§ What to produce
Please copy each line of the records below that includes the word "Keep".

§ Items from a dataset
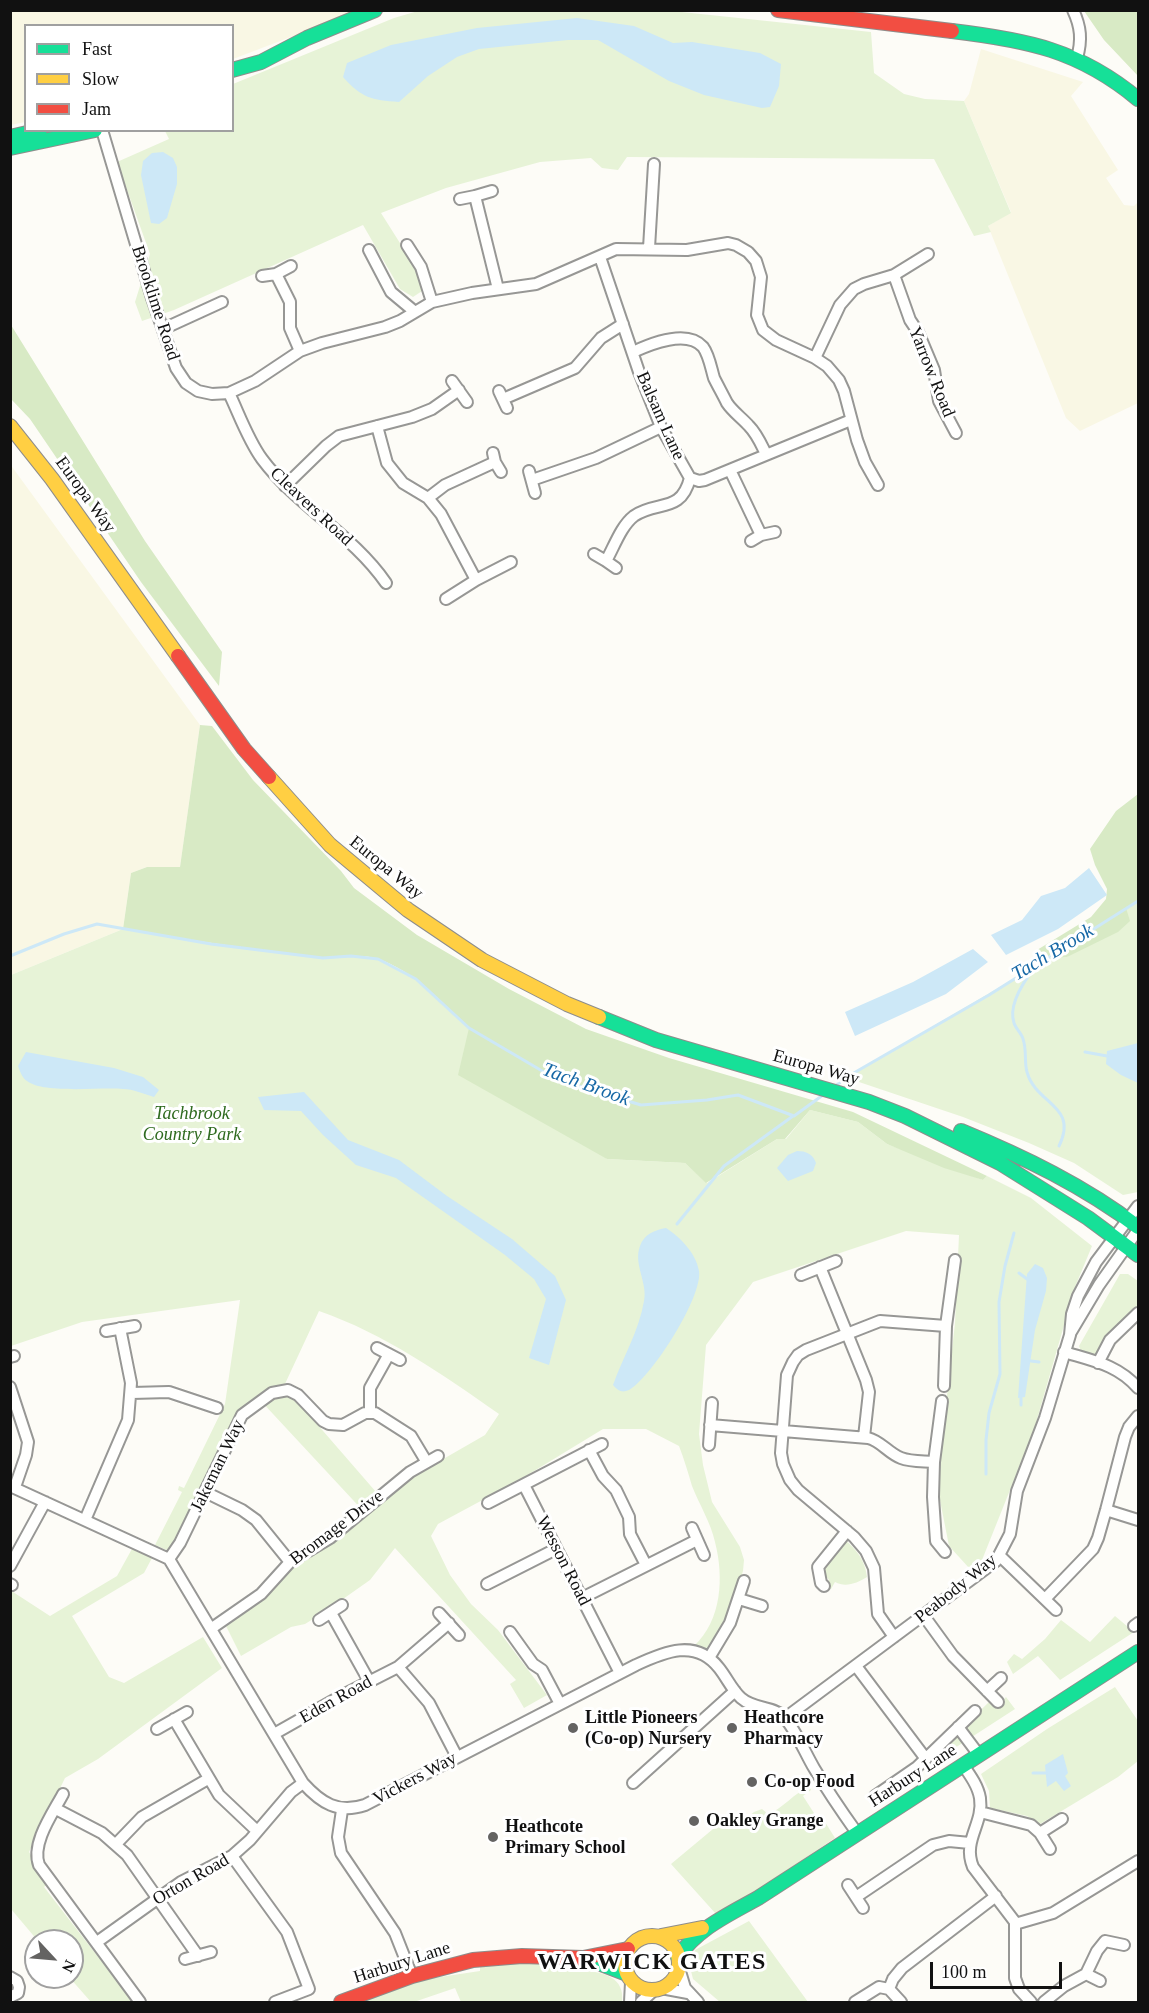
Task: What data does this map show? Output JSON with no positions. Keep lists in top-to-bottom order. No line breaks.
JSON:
{"streets":{"main road":["Europa Way","Harbury Lane"],"street":["Brooklime Road","Yarrow Road","Balsam Lane","Cleavers Road","Jakeman Way","Bromage Drive","Wesson Road","Peabody Way","Eden Road","Vickers Way","Orton Road"]},"crossings":[["Brooklime Road","Balsam Lane"],["Brooklime Road","Cleavers Road"],["Europa Way","Peabody Way"],["Wesson Road","Vickers Way"]],"districts":["WARWICK GATES"],"water":["Tach Brook"],"parks":["Tachbrook Country Park"],"places":["Little Pioneers (Co-op) Nursery","Heathcore Pharmacy","Co-op Food","Oakley Grange","Heathcote Primary School"],"legend":["Fast","Slow","Jam"],"scale_bar":"100 m","north":"bottom right"}
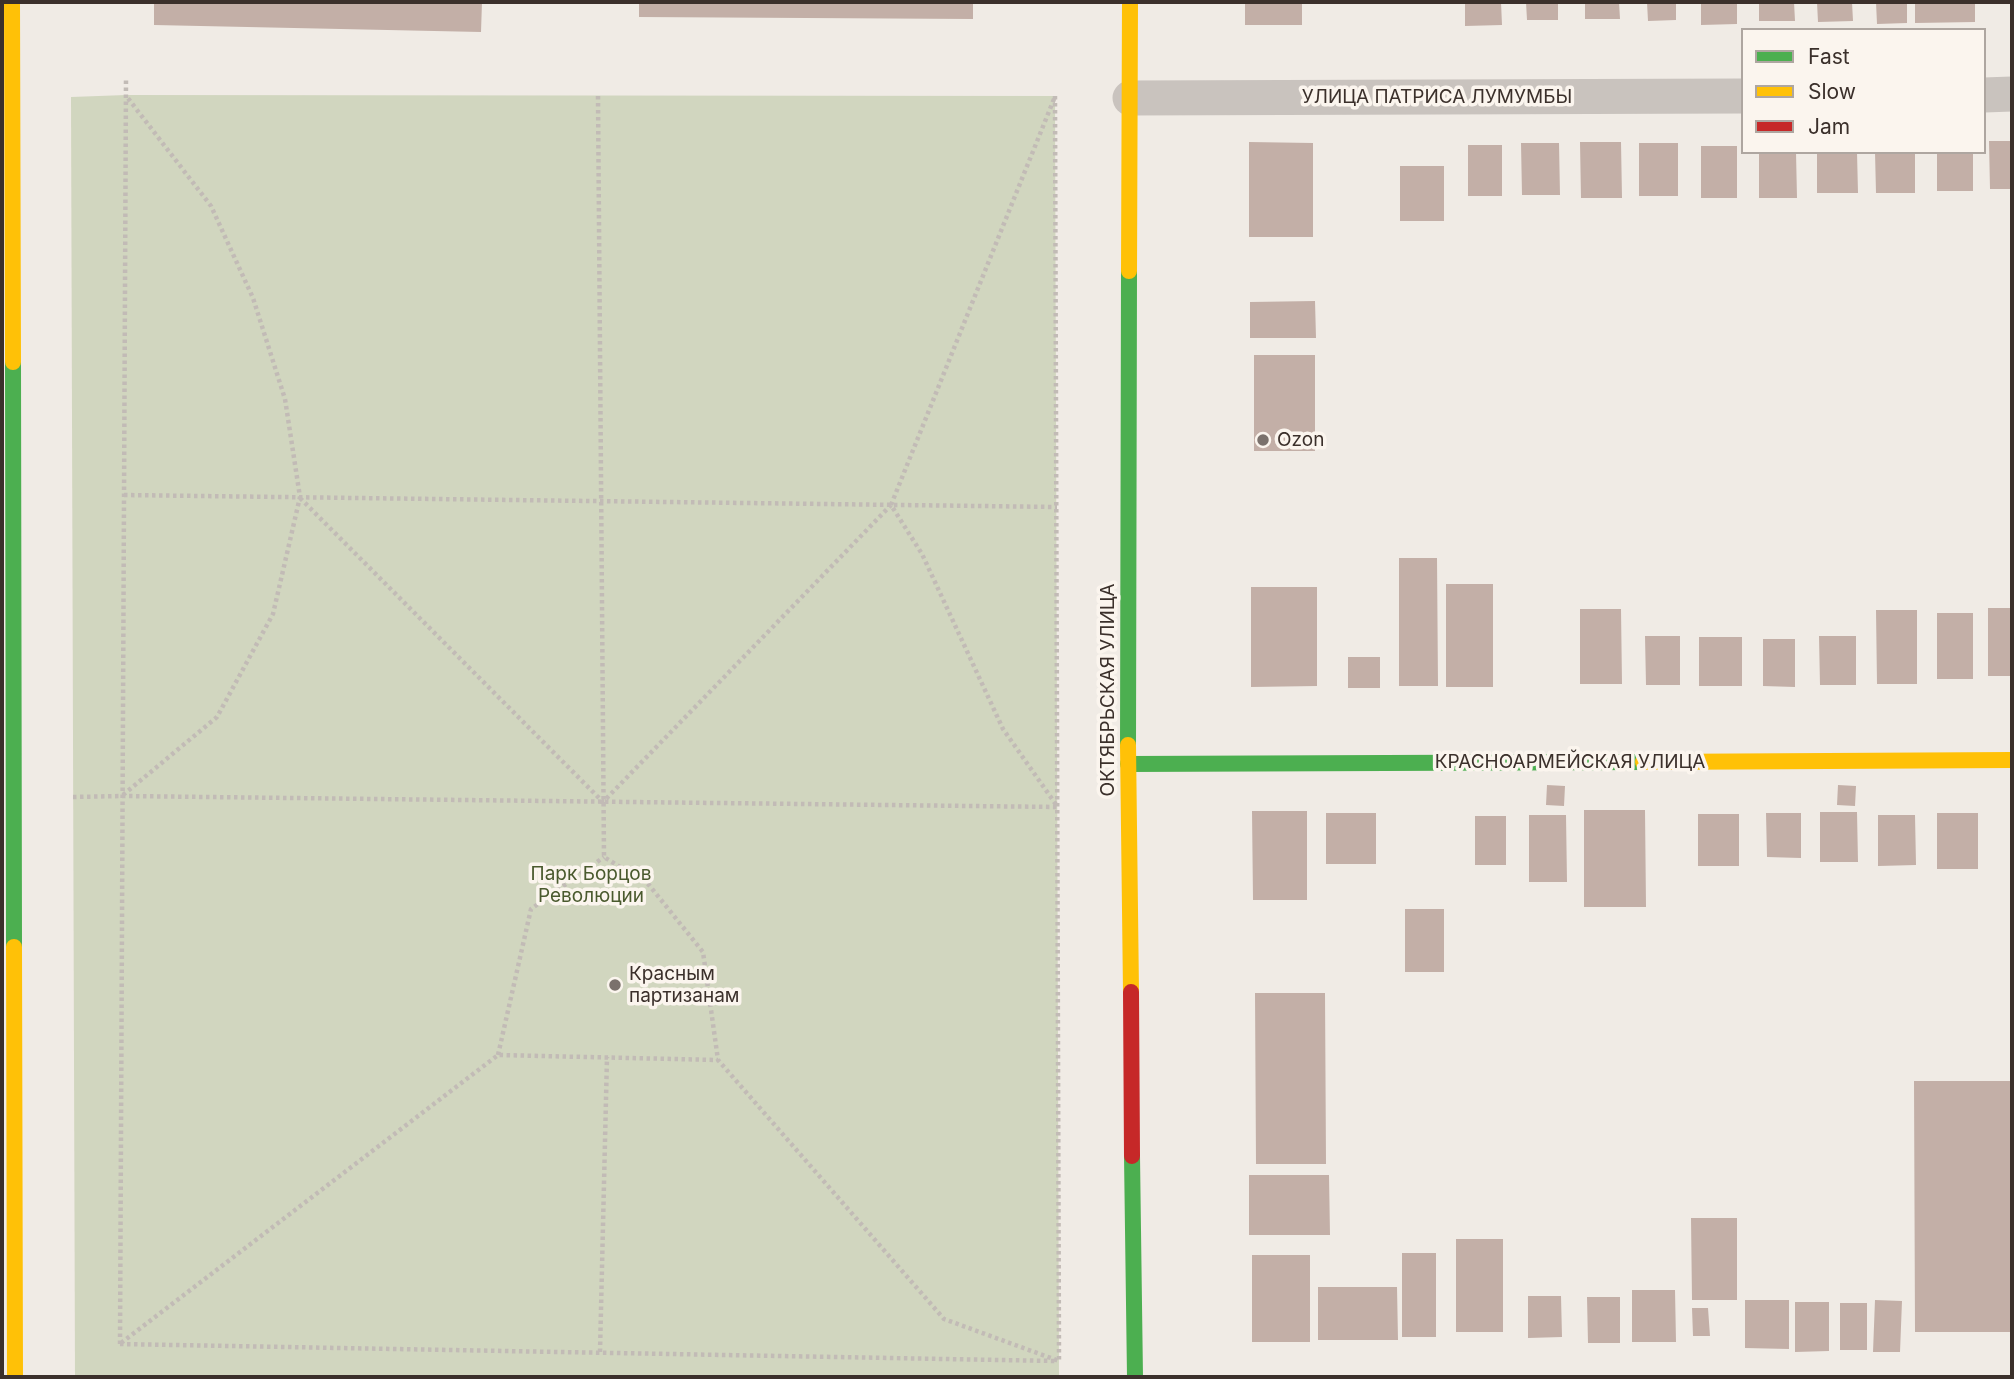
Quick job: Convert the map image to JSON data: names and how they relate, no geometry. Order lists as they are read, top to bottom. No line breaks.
{"streets":{"street":["УЛИЦА ПАТРИСА ЛУМУМБЫ","ОКТЯБРЬСКАЯ УЛИЦА","КРАСНОАРМЕЙСКАЯ УЛИЦА"]},"crossings":[["УЛИЦА ПАТРИСА ЛУМУМБЫ","ОКТЯБРЬСКАЯ УЛИЦА"],["ОКТЯБРЬСКАЯ УЛИЦА","КРАСНОАРМЕЙСКАЯ УЛИЦА"]],"parks":["Парк Борцов Революции"],"places":["Ozon","Красным партизанам"],"legend":["Fast","Slow","Jam"]}
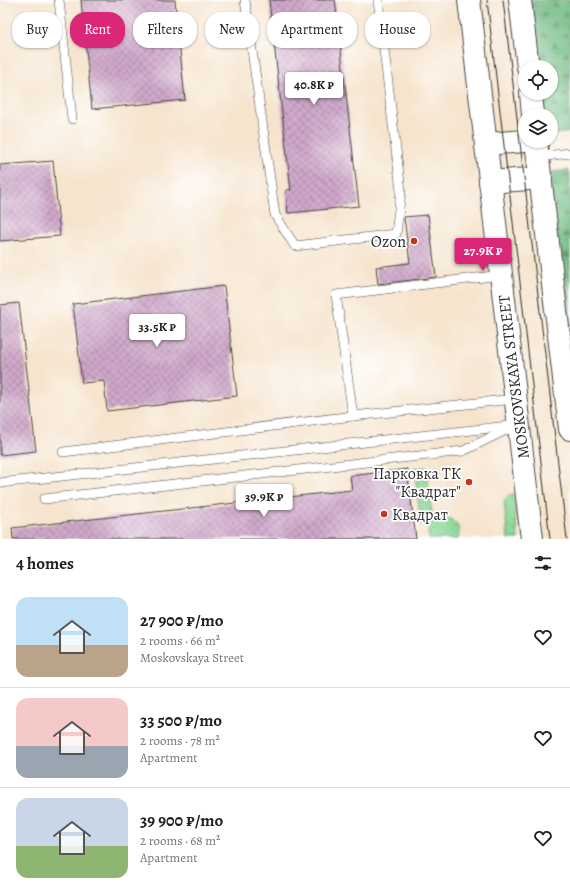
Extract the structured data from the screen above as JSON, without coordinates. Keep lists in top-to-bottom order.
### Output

§ Exercise solution
Task: What data does this map show? Output JSON with no positions. Keep lists in top-to-bottom order. No line breaks.
Extract the structured data from the screen above as JSON, without coordinates. Keep lists in top-to-bottom order.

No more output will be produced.